## What is required:
All lines of the entries with "hidden" in them must be listed.

## Input data:
################

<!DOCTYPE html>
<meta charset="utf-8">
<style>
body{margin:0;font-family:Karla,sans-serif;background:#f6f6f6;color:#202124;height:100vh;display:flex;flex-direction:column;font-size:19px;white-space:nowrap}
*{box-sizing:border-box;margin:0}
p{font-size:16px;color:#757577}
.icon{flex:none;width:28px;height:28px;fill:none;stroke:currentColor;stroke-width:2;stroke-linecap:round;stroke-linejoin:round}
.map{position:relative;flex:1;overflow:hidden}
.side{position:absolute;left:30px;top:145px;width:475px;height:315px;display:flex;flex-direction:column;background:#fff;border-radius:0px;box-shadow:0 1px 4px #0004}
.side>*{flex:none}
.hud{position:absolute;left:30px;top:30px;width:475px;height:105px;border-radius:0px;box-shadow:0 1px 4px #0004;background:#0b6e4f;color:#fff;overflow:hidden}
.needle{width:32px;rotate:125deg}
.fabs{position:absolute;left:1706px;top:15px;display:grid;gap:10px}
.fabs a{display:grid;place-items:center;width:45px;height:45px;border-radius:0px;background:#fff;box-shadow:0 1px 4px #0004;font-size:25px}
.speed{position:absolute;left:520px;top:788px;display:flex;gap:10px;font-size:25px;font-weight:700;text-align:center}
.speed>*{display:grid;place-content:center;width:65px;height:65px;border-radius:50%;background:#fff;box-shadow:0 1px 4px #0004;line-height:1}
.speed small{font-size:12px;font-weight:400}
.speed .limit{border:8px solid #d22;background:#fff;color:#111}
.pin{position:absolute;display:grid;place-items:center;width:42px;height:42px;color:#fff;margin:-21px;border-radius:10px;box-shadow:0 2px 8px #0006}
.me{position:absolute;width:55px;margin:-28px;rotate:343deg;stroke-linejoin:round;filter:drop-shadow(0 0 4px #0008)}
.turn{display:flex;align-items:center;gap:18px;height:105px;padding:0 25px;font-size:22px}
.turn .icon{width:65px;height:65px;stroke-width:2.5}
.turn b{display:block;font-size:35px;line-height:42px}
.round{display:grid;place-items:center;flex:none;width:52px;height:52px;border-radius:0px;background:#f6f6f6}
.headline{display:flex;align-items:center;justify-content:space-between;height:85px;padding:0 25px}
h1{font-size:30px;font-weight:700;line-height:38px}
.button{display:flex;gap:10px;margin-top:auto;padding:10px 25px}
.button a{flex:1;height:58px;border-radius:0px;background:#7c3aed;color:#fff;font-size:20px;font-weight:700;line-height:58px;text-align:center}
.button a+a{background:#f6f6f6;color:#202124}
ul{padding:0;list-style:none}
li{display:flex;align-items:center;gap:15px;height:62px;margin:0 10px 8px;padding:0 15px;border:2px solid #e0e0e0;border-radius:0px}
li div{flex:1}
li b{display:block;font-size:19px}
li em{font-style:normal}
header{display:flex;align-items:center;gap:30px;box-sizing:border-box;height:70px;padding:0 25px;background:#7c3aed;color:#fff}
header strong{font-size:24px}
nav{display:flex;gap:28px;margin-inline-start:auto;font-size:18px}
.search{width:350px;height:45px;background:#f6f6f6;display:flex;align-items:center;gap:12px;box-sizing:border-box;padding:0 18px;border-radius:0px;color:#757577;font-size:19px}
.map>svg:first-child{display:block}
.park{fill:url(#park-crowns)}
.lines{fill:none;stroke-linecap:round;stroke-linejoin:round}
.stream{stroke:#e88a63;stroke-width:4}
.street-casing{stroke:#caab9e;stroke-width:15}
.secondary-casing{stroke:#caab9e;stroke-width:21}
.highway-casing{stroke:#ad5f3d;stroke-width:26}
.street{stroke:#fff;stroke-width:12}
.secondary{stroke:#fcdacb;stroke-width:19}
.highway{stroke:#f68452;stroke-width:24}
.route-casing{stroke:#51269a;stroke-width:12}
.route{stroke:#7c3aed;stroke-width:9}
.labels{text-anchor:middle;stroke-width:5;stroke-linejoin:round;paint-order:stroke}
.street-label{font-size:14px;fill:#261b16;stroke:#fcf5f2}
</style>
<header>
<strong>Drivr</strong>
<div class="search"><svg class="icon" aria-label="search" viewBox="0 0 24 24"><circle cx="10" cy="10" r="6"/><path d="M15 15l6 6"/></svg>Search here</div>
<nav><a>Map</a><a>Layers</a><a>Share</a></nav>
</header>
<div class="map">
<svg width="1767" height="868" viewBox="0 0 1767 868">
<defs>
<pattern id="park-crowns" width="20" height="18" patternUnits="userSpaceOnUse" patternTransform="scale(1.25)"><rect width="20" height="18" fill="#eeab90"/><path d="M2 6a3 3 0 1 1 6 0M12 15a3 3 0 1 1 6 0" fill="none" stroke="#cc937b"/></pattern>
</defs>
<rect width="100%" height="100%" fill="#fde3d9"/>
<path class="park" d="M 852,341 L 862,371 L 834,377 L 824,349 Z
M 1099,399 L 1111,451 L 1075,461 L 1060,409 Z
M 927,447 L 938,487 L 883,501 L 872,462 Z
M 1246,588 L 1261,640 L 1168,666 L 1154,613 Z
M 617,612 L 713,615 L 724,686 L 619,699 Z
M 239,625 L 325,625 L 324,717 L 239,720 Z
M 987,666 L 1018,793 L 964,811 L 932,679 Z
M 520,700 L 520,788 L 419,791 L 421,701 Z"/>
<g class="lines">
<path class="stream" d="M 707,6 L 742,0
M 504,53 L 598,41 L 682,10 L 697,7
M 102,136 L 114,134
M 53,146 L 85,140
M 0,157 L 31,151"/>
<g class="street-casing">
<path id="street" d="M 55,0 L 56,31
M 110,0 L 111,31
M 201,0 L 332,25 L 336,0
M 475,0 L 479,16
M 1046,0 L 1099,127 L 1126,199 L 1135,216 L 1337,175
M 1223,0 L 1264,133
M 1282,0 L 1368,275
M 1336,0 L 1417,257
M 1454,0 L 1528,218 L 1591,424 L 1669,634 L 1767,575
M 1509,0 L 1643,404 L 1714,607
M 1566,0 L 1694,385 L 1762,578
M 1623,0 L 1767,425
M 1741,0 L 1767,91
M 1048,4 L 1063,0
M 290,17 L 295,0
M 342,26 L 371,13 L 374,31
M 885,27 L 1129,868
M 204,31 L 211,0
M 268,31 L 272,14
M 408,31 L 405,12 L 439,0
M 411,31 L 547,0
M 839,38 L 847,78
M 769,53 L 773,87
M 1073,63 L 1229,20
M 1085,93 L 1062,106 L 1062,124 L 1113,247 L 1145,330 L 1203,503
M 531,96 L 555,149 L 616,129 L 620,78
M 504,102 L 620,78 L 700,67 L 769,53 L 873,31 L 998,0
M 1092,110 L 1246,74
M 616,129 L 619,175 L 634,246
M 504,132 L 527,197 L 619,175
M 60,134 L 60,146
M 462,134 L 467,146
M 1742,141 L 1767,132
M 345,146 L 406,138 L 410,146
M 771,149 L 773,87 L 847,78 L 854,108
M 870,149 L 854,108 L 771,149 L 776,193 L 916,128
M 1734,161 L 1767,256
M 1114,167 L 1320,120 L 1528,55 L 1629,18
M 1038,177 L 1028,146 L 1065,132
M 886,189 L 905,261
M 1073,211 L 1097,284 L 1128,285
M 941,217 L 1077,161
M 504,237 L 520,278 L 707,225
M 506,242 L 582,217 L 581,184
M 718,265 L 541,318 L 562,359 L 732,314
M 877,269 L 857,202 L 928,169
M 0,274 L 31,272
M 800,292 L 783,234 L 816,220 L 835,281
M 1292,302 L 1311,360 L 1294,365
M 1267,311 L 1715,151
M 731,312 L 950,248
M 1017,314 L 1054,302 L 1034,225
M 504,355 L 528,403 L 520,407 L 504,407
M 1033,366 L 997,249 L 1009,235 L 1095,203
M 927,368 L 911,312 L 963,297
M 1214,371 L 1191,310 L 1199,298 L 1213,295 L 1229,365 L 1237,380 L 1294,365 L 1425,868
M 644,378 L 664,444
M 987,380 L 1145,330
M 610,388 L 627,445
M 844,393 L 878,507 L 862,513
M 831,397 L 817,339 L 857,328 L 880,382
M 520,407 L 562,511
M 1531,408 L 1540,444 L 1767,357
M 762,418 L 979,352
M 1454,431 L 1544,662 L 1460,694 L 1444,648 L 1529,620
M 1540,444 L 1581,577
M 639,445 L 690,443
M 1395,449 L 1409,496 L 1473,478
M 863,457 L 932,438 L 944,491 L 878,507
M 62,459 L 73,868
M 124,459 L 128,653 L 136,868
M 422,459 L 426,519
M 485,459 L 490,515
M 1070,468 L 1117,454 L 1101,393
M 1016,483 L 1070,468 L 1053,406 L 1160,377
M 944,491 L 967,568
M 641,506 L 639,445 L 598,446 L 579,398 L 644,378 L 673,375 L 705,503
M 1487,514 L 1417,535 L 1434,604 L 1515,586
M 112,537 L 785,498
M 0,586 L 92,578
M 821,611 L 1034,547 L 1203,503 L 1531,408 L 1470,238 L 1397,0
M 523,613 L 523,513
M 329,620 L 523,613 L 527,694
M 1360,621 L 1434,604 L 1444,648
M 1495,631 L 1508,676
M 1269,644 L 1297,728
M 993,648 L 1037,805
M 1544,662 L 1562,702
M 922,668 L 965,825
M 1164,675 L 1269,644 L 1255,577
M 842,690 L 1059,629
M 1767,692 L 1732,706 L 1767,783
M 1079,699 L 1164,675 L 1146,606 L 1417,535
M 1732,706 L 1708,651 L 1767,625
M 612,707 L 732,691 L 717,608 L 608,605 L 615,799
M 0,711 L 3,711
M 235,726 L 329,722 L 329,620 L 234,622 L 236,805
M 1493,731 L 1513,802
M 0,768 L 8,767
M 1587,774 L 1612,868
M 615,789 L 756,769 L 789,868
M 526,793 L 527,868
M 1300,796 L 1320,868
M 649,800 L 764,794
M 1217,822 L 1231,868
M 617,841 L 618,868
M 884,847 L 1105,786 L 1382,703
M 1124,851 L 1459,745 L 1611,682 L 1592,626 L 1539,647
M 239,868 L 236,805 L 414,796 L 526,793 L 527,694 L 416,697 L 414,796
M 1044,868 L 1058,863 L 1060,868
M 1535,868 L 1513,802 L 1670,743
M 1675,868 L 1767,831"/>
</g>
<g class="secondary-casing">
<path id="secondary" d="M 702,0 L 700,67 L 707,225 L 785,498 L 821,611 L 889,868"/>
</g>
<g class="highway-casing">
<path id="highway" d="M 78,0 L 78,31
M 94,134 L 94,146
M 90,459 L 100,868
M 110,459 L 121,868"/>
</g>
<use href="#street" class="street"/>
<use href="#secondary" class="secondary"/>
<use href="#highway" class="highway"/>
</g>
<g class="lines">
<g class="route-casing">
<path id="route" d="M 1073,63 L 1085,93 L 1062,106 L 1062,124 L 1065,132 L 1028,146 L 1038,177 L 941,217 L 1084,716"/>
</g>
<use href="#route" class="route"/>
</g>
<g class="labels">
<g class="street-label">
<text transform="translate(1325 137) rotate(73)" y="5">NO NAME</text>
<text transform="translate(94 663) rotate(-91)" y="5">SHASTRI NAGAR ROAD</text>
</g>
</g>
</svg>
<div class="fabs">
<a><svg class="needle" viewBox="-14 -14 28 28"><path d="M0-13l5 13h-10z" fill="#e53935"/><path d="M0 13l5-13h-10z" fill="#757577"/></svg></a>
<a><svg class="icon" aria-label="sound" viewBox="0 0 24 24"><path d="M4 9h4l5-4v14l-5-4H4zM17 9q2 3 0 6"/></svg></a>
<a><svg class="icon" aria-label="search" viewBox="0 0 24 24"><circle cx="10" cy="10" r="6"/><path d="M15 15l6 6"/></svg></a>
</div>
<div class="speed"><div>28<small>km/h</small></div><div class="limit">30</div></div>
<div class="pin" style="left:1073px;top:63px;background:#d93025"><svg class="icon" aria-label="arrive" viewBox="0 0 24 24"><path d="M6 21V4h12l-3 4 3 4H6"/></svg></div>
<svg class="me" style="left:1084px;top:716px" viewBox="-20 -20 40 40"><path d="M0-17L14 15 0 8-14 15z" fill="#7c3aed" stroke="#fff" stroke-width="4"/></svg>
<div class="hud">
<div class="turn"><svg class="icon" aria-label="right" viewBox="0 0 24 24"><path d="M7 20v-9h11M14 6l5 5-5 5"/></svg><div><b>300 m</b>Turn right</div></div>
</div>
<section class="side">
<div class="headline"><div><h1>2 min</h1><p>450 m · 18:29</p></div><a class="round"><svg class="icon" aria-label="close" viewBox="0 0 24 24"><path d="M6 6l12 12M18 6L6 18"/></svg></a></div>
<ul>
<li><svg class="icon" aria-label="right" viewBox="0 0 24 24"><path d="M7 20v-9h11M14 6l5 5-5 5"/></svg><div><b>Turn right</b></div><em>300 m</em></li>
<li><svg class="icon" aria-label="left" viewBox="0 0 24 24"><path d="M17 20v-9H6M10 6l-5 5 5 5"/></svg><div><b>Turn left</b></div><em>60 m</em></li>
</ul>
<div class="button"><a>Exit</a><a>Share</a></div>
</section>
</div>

################

## Completed task:
.map{position:relative;flex:1;overflow:hidden}
.hud{position:absolute;left:30px;top:30px;width:475px;height:105px;border-radius:0px;box-shadow:0 1px 4px #0004;background:#0b6e4f;color:#fff;overflow:hidden}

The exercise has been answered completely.